A foreign employer may provide contracts, employment certificates, company documents, work permits, and supporting letters, but the correction of the worker’s personal e-Registration identity should normally be initiated and verified through the Filipino worker’s account.
If a supporting document was issued abroad, the Migrant Workers Office may require:
- Verification of the issuing authority
- An English translation
- Apostille or authentication, where applicable
- Additional proof connecting the foreign document to the Filipino worker
DMW rules allow analogous foreign-issued evidence to be considered when it has been properly vetted by an authorized overseas office. The exact documentary treatment can differ by country and Migrant Workers Office.
Frequently Asked Questions
Can I directly edit my name in my DMW account?
Usually no. A submitted name, birthdate, gender entry, or registered email address is treated as critical information and normally requires a DMW Helpdesk ticket.
What happens if my OEC name does not match my passport?
Request correction immediately and do not use the OEC. The OEC name should follow the valid Philippine passport. An unresolved mismatch may delay departure or prevent the system from validating the worker’s identity.
Can I use my marriage certificate to change my surname on the OEC?
A marriage certificate supports the civil-status change, but the name on the OEC should ordinarily match the current passport.
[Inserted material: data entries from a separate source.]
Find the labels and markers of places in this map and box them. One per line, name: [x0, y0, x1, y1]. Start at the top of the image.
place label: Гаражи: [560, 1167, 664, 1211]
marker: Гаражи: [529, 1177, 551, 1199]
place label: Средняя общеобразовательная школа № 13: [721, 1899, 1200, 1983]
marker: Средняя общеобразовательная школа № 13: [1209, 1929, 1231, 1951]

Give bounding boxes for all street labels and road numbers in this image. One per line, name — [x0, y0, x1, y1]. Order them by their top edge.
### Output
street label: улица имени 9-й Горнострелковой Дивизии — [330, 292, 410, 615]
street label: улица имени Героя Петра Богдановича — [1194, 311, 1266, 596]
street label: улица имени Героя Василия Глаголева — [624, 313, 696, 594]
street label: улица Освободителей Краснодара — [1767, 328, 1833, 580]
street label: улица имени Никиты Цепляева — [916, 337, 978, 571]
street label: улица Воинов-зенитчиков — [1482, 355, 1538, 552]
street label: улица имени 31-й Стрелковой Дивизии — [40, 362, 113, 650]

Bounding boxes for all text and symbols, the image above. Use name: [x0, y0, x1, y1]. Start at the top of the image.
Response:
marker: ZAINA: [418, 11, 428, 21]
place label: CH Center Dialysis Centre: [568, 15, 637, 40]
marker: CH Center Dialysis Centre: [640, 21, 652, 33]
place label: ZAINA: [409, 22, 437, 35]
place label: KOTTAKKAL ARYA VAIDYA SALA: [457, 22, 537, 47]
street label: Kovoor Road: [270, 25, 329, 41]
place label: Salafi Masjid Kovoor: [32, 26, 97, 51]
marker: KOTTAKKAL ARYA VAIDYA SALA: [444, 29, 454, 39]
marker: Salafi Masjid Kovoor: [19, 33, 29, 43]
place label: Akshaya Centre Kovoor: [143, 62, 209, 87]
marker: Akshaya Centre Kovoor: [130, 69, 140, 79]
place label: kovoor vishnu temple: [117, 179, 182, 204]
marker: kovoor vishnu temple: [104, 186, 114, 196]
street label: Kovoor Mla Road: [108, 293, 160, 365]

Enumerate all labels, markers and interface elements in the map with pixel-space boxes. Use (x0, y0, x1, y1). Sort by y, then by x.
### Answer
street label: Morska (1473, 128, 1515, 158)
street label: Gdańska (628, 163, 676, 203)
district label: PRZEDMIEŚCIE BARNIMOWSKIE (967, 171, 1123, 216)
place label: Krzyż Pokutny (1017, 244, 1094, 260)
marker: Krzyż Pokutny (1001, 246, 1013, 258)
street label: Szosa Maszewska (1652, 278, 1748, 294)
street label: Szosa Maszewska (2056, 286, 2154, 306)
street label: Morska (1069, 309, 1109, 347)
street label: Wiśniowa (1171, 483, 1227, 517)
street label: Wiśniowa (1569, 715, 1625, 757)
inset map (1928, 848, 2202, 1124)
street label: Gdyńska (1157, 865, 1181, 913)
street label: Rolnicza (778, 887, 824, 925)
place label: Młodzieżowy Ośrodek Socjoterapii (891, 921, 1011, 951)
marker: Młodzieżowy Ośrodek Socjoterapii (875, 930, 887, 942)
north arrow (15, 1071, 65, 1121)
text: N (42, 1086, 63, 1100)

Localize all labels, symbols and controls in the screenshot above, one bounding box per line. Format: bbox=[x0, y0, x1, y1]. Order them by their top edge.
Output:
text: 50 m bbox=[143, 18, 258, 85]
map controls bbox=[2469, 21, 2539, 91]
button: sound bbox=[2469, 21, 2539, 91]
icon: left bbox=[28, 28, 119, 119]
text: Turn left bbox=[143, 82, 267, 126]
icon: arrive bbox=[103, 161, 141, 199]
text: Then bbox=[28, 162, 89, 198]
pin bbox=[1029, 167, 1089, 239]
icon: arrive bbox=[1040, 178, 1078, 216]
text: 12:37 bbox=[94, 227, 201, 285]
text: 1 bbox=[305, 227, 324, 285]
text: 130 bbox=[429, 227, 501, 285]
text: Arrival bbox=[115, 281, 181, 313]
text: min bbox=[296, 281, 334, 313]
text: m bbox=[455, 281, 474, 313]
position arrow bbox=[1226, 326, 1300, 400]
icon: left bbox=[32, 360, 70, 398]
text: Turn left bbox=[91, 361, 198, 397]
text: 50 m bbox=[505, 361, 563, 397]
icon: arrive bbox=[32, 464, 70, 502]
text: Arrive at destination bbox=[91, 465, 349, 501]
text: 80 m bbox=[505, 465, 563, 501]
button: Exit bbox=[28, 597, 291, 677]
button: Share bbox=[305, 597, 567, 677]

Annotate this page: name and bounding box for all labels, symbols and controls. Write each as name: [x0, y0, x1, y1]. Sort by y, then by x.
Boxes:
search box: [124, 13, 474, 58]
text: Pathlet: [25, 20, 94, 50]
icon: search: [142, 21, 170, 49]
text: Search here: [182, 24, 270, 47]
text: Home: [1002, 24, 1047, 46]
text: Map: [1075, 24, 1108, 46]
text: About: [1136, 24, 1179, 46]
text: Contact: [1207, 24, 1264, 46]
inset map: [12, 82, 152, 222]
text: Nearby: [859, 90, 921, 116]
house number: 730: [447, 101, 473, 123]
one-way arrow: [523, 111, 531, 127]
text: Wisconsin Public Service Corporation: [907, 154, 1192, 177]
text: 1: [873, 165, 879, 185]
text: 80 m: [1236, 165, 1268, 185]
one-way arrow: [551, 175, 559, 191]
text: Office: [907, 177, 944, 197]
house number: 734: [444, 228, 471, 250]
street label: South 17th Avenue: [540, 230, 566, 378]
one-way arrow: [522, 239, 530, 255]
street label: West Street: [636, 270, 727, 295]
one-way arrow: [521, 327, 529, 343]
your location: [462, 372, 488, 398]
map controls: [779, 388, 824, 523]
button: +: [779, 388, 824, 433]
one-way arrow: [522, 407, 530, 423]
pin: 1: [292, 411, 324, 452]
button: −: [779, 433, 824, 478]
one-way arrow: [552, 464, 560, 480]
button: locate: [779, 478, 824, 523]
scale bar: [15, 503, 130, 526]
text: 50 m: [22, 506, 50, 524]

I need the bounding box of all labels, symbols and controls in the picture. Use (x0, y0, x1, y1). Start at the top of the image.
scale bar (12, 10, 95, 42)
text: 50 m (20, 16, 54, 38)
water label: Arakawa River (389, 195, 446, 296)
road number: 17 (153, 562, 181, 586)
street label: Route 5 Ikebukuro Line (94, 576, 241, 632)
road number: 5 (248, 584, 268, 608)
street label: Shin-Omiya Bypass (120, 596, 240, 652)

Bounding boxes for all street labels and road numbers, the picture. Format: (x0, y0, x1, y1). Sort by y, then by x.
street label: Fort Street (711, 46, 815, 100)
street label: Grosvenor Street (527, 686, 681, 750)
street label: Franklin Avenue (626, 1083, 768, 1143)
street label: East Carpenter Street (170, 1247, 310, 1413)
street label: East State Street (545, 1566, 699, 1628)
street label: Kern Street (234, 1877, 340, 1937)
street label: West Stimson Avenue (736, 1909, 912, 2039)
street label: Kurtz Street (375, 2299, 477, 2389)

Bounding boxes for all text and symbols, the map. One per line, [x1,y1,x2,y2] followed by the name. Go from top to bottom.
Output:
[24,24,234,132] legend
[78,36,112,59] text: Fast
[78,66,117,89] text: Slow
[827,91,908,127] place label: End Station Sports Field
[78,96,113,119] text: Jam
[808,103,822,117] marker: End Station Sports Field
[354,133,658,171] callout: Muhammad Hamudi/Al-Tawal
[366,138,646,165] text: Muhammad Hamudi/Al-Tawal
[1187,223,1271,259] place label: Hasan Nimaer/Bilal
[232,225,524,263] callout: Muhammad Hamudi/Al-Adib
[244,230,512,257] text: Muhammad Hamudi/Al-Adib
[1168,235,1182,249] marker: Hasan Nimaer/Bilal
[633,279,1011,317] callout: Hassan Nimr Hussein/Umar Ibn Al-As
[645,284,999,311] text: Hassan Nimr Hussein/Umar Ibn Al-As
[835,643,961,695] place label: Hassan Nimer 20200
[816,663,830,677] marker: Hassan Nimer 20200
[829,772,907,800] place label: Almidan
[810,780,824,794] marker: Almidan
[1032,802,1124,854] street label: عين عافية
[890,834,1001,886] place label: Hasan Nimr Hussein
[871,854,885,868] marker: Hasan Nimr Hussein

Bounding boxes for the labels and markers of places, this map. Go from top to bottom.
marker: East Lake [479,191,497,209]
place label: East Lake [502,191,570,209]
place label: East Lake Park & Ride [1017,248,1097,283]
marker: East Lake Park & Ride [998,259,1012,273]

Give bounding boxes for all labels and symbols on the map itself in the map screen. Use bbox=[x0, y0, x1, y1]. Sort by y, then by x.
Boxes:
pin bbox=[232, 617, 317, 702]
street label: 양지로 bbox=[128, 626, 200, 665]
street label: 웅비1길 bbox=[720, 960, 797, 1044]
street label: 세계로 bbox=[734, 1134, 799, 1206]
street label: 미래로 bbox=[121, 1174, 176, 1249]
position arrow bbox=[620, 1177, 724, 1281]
Have the passport amended first if you want to use a married surname.
What if my passport and birth certificate have different birthdates?
For the OEC, the DMW generally follows the valid passport. If the passport itself is incorrect, correct the underlying PSA or legal record and then obtain a corrected passport before asking DMW to update the OEC data.
How do I change an email address I can no longer access?
File a Helpdesk ticket under the concern for changing the registered email address. Be prepared to undergo identity verification and upload the latest valid passport.
Should I create a new account if I forgot my email or password?
No. Use account recovery or the Helpdesk. Creating another account may result in duplicate accounts and separated employment records.
Can an issued OEC be corrected without cancellation?
Normally, the underlying information must first be corrected, and the active incorrect OEC may need to be cancelled before a replacement can be generated. An OEC cannot simply be edited after issuance.
How long does a DMW correction take?
There is no single published processing time covering every type of correction. The time depends on the evidence, assigned office, ticket volume, duplicate records, and whether another government document must first be corrected.
Will correcting my profile change an old OEC that I already used?
Usually not. Used deployment records are generally preserved as historical information. The correction will principally affect the current profile and future OEC processing unless the old record resulted from a technical or data-migration error.
Where can I follow up?
Use the Inquire Ticket function in the DMW Online Services Portal. Office information is also available through the official DMW contact directory. (Department of Migrant Workers)
Key Takeaways
- Correct the DMW e-Registration record before obtaining an OEC, exemption, or OFW Travel Pass.
- Locked details such as name, birthdate, gender entry, and registered email require a Helpdesk ticket.
- A valid Philippine passport is the primary proof for correcting OEC identity information.
- Civil-status changes may require PSA marriage, CENOMAR, death, or court records.
- Do not create another e-Registration account; request recovery or consolidation instead.
- An already issued incorrect OEC may have to be cancelled before a replacement can be generated.
- Used OECs are generally preserved as historical deployment records.
- Save the Helpdesk ticket number, monitor it regularly, and complete the correction well before the intended flight.